__Exercise inputs__.
/---

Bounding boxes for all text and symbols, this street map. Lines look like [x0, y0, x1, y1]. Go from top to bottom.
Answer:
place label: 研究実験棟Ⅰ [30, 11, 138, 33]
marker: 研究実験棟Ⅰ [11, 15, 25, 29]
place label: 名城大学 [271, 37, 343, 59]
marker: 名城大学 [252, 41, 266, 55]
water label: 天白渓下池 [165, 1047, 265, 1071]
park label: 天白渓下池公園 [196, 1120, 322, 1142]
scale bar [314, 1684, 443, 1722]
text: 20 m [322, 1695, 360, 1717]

\---

__Exercise requirements__. Above are the records; reproduce all of them exactly.

__Response to this task__.
Bounding boxes for all text and symbols, this street map. Lines look like [x0, y0, x1, y1]. Go from top to bottom.
Answer:
place label: 研究実験棟Ⅰ [30, 11, 138, 33]
marker: 研究実験棟Ⅰ [11, 15, 25, 29]
place label: 名城大学 [271, 37, 343, 59]
marker: 名城大学 [252, 41, 266, 55]
water label: 天白渓下池 [165, 1047, 265, 1071]
park label: 天白渓下池公園 [196, 1120, 322, 1142]
scale bar [314, 1684, 443, 1722]
text: 20 m [322, 1695, 360, 1717]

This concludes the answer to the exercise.